-- Dataset entries follows --
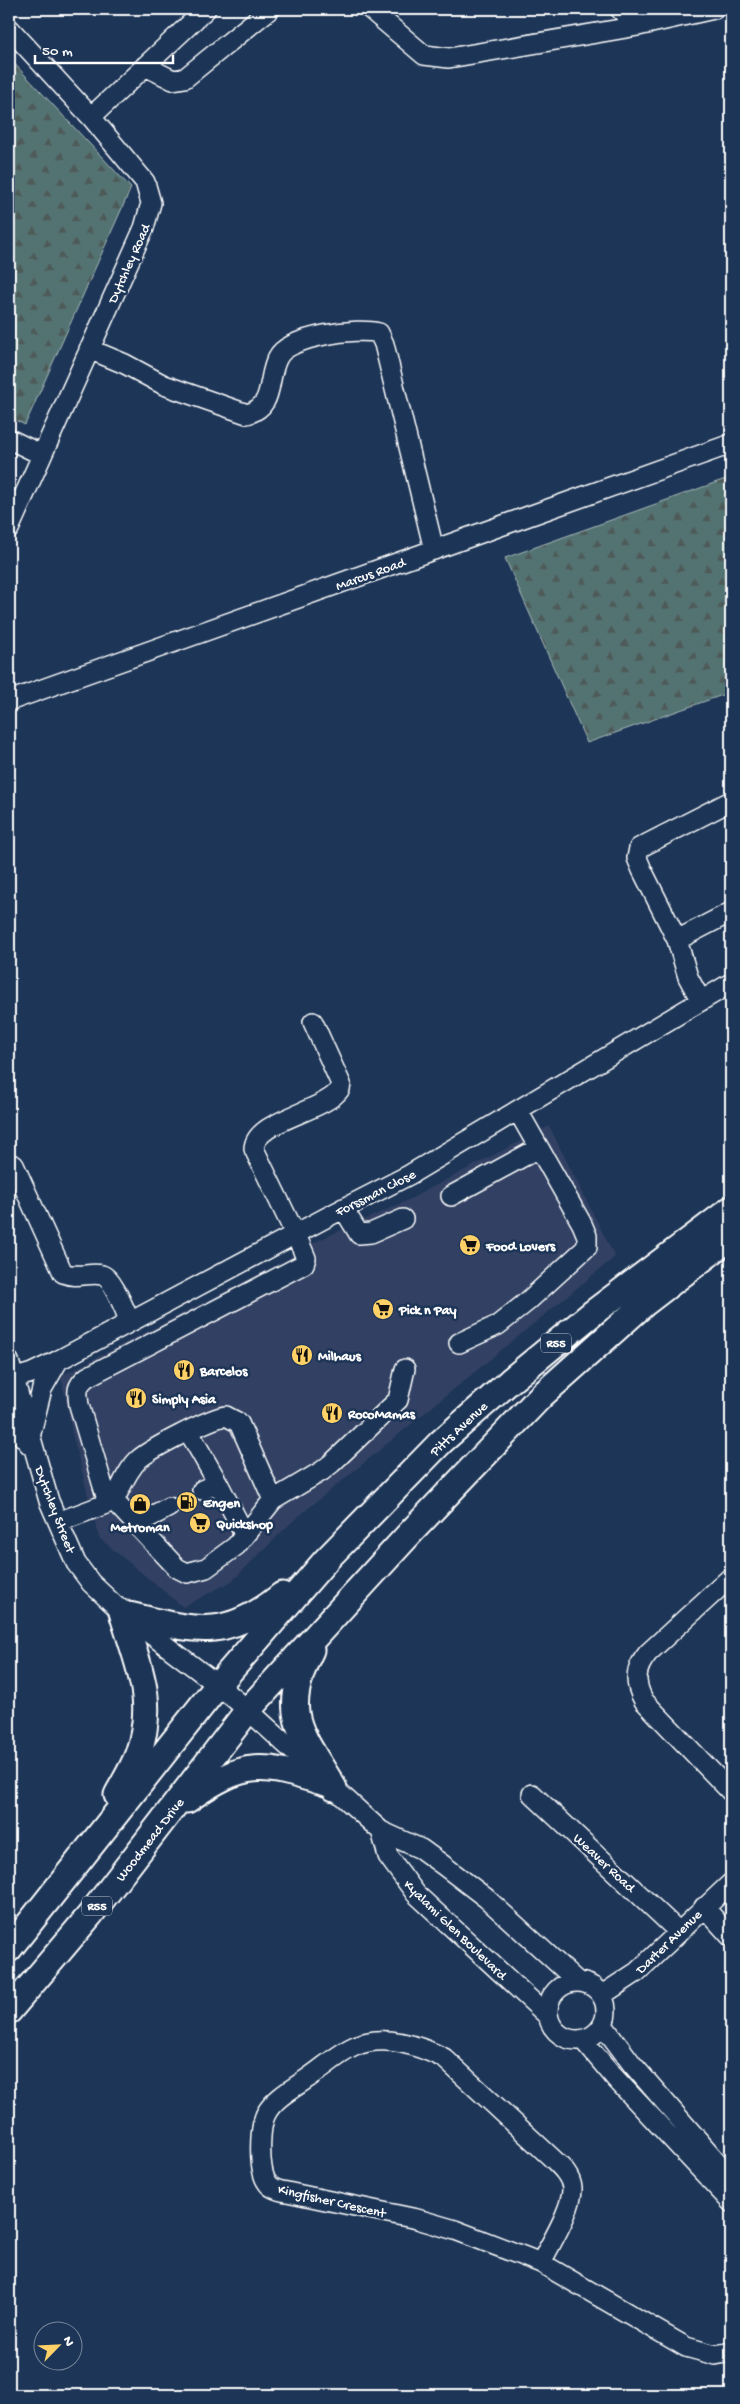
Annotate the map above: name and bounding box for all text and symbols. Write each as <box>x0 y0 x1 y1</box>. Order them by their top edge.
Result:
scale bar <box>35 32 172 64</box>
text: 50 m <box>42 43 73 61</box>
street label: Dytchley Road <box>105 220 156 307</box>
street label: Marcus Road <box>334 554 410 596</box>
street label: Forssman Close <box>332 1166 420 1222</box>
supermarket icon: Food Lovers <box>458 1233 482 1257</box>
place label: Food Lovers <box>485 1239 556 1256</box>
supermarket icon: Pick n Pay <box>371 1297 395 1321</box>
place label: Pick n Pay <box>398 1303 457 1320</box>
road number: R55 <box>541 1334 571 1352</box>
restaurant icon: Milhaus <box>290 1343 314 1367</box>
place label: Milhaus <box>318 1349 362 1366</box>
restaurant icon: Barcelos <box>172 1358 196 1382</box>
place label: Barcelos <box>199 1364 248 1381</box>
restaurant icon: Simply Asia <box>124 1386 148 1410</box>
place label: Simply Asia <box>152 1392 217 1409</box>
street label: Pitts Avenue <box>427 1398 493 1462</box>
restaurant icon: RocoMamas <box>320 1401 344 1425</box>
place label: RocoMamas <box>347 1407 416 1424</box>
street label: Dytchley Street <box>29 1463 79 1557</box>
fuel station icon: Engen <box>175 1490 199 1514</box>
shop icon: Metroman <box>128 1492 152 1516</box>
place label: Engen <box>203 1496 241 1513</box>
supermarket icon: Quickshop <box>188 1511 212 1535</box>
place label: Quickshop <box>216 1517 273 1534</box>
place label: Metroman <box>110 1520 170 1537</box>
street label: Woodmead Drive <box>113 1795 189 1886</box>
street label: Weaver Road <box>569 1831 639 1898</box>
street label: Kyalami Glen Boulevard <box>399 1877 511 1986</box>
road number: R55 <box>82 1896 112 1915</box>
street label: Darter Avenue <box>632 1907 707 1979</box>
street label: Kingfisher Crescent <box>276 2182 388 2223</box>
north arrow <box>32 2322 82 2372</box>
text: N <box>58 2334 77 2349</box>

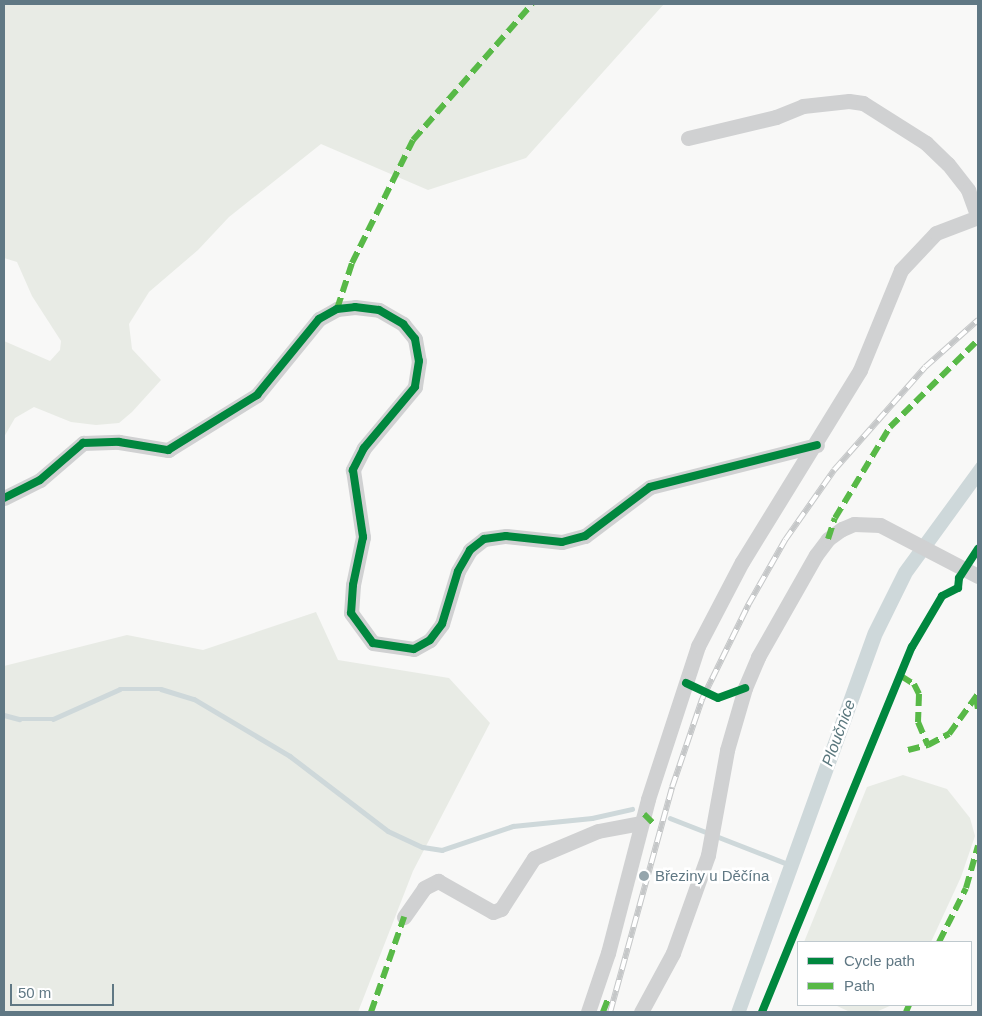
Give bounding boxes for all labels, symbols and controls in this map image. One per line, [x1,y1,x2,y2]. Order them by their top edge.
-- Dataset entries concluded --
**Description of the task**
All lines of the data that hold "symbols" need to be copied.

**Task output**
Annotate the map above: name and bounding box for all text and symbols. Write each as <box>x0 y0 x1 y1</box>. Order them by their top edge.
Give bounding boxes for all labels, symbols and controls in this map image. One per line, [x1,y1,x2,y2]. Order them by their top edge.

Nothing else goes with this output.